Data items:
────────────────

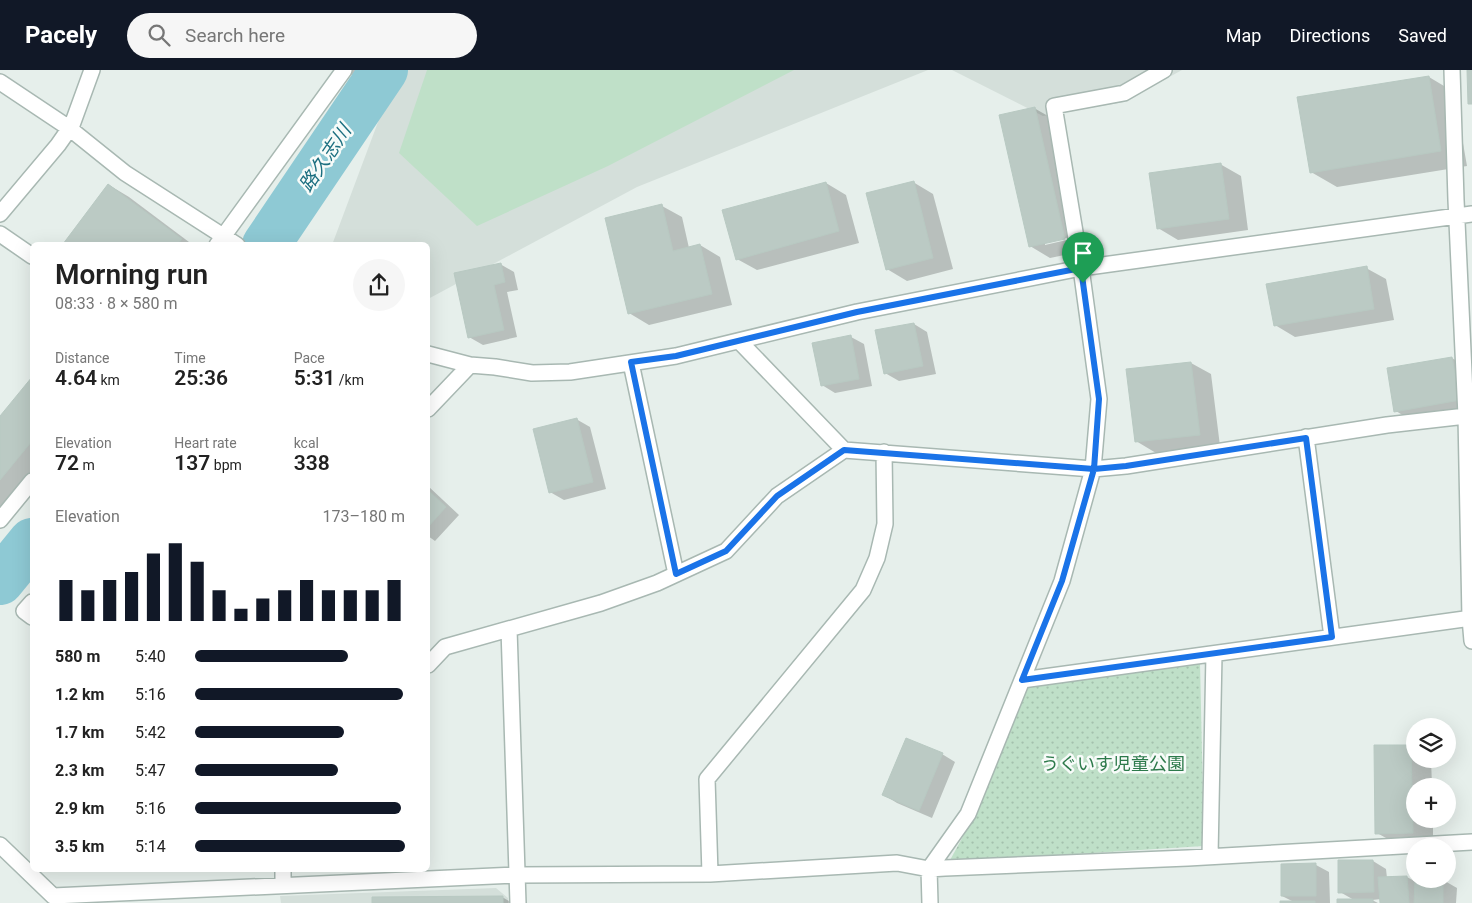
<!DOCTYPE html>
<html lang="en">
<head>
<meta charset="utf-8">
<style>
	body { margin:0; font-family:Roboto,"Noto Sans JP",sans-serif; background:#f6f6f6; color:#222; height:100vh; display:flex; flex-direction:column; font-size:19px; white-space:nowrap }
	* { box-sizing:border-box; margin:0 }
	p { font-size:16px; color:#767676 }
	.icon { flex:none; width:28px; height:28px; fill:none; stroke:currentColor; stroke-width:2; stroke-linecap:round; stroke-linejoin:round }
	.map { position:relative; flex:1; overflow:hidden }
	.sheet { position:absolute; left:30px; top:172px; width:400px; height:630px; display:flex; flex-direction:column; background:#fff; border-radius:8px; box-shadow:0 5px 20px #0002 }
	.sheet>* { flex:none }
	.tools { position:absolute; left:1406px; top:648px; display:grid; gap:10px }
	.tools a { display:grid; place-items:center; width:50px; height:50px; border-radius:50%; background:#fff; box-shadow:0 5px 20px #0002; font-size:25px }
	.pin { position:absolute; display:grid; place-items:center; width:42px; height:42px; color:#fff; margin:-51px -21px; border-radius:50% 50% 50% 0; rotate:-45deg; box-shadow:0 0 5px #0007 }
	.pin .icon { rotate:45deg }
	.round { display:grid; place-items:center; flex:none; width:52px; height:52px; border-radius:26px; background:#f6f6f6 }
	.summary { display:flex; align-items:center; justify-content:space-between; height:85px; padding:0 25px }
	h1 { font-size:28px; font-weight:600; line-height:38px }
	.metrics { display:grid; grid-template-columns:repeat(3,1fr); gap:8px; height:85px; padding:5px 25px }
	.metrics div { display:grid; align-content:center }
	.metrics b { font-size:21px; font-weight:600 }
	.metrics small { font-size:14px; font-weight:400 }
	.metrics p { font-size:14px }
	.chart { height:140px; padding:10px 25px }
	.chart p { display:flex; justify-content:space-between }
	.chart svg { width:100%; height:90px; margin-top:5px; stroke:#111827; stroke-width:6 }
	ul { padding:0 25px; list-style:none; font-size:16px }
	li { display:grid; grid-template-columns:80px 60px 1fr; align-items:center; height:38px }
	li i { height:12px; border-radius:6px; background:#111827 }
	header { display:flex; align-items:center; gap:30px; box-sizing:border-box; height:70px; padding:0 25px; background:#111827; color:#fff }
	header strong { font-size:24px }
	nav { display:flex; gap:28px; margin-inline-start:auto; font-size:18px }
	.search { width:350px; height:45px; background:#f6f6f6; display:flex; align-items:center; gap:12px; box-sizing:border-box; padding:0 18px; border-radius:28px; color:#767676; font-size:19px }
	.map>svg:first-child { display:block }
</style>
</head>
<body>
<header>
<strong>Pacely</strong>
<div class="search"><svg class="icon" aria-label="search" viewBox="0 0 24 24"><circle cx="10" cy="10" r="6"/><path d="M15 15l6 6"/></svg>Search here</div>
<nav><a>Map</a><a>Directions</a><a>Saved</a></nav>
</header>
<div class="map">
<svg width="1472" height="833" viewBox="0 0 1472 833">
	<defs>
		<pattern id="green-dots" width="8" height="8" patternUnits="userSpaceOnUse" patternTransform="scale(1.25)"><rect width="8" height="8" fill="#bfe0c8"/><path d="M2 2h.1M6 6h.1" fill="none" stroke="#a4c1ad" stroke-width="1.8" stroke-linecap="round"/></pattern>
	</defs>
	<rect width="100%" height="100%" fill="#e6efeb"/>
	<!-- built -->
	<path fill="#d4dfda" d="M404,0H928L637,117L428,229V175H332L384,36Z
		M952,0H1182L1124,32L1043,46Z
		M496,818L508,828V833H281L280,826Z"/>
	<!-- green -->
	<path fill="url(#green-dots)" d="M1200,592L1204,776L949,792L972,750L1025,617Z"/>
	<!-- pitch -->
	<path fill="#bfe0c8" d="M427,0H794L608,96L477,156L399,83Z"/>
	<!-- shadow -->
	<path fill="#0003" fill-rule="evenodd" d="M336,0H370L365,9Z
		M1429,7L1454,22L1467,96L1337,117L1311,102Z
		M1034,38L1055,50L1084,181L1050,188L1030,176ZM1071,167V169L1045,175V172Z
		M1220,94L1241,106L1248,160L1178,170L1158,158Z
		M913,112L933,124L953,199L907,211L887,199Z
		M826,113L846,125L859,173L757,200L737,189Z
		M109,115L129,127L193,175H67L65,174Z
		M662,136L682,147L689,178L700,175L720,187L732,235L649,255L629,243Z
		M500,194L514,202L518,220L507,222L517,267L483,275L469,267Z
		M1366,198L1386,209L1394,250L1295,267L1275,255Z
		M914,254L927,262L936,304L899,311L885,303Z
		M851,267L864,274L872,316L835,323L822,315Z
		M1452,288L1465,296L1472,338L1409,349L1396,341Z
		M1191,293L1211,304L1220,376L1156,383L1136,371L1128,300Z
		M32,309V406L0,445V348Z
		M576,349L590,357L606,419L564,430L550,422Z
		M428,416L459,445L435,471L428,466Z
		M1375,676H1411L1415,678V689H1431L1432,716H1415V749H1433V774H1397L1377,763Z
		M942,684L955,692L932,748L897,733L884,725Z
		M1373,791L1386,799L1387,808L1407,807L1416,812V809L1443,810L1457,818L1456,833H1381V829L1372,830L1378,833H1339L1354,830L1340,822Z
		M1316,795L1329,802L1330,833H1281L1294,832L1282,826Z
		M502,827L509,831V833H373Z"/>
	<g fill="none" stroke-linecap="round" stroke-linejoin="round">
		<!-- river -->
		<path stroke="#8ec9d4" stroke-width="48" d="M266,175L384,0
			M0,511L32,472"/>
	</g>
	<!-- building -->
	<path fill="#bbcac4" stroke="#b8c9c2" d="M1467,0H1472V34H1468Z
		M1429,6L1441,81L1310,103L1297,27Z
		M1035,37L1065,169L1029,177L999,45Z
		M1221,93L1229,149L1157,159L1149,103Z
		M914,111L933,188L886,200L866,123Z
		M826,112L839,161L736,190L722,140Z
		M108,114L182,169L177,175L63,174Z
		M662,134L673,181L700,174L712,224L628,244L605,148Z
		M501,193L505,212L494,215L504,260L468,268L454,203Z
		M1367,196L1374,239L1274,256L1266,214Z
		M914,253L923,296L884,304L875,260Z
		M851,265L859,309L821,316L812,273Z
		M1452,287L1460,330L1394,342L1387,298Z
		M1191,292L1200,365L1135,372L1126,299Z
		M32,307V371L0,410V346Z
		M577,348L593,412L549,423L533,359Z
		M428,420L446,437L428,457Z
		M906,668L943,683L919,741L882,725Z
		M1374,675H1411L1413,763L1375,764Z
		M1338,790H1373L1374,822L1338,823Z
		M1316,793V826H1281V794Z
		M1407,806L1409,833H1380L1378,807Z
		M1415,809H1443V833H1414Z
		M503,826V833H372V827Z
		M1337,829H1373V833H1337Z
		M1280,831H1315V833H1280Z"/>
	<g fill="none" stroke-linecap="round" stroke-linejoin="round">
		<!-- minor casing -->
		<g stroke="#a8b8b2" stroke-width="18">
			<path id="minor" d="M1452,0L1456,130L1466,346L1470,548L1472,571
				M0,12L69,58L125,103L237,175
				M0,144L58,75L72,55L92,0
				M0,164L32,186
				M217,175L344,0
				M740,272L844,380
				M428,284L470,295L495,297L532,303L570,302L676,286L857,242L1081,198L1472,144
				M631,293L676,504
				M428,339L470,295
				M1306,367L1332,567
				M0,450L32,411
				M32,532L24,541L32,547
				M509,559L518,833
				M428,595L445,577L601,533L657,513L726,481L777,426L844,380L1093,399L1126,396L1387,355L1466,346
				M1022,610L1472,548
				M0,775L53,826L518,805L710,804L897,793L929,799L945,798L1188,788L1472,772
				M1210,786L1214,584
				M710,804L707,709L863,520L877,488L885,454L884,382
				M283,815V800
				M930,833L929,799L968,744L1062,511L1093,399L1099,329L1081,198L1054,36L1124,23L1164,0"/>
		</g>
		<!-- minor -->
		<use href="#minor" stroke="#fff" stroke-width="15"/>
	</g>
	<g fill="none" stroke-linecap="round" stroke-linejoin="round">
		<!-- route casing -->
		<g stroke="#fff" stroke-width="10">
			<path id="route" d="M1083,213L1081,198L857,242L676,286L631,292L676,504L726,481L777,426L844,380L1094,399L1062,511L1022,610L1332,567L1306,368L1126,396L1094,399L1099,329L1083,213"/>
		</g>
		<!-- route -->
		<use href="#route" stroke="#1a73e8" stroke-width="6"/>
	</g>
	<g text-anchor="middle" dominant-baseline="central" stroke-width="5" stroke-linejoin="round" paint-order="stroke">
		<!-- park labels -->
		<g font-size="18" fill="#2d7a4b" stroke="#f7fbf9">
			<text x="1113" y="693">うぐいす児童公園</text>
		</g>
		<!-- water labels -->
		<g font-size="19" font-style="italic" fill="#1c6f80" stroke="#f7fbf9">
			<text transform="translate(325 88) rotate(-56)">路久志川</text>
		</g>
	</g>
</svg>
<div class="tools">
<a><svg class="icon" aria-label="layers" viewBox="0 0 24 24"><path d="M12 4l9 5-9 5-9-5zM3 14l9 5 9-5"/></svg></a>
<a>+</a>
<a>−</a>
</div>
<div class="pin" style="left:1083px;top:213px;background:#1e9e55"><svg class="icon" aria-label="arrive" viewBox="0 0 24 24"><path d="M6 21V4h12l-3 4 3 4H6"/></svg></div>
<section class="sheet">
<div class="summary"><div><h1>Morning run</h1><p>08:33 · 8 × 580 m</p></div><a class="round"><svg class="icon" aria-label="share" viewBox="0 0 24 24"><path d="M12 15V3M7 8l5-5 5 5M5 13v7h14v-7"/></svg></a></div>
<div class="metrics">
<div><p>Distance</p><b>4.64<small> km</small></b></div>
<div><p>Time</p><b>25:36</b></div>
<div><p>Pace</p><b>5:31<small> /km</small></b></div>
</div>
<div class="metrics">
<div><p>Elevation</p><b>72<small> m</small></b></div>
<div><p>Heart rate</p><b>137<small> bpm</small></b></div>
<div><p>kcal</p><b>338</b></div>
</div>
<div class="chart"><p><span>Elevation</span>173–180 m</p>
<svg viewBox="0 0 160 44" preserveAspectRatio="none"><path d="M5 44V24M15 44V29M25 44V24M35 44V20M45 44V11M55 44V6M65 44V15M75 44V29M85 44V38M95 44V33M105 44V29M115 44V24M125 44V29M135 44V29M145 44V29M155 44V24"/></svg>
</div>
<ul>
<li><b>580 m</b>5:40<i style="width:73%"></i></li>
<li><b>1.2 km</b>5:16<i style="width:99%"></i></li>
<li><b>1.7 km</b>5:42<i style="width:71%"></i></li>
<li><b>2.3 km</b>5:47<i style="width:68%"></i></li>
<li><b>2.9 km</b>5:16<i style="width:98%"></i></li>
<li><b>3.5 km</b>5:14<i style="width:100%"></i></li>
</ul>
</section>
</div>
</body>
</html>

────────────────

Directions for this task:
From the records above, print exactly the lines that run from the line with "M740,272L844,380" to the line with "<!-- route -->", inclusive.

Output below:
				M740,272L844,380
				M428,284L470,295L495,297L532,303L570,302L676,286L857,242L1081,198L1472,144
				M631,293L676,504
				M428,339L470,295
				M1306,367L1332,567
				M0,450L32,411
				M32,532L24,541L32,547
				M509,559L518,833
				M428,595L445,577L601,533L657,513L726,481L777,426L844,380L1093,399L1126,396L1387,355L1466,346
				M1022,610L1472,548
				M0,775L53,826L518,805L710,804L897,793L929,799L945,798L1188,788L1472,772
				M1210,786L1214,584
				M710,804L707,709L863,520L877,488L885,454L884,382
				M283,815V800
				M930,833L929,799L968,744L1062,511L1093,399L1099,329L1081,198L1054,36L1124,23L1164,0"/>
		</g>
		<!-- minor -->
		<use href="#minor" stroke="#fff" stroke-width="15"/>
	</g>
	<g fill="none" stroke-linecap="round" stroke-linejoin="round">
		<!-- route casing -->
		<g stroke="#fff" stroke-width="10">
			<path id="route" d="M1083,213L1081,198L857,242L676,286L631,292L676,504L726,481L777,426L844,380L1094,399L1062,511L1022,610L1332,567L1306,368L1126,396L1094,399L1099,329L1083,213"/>
		</g>
		<!-- route -->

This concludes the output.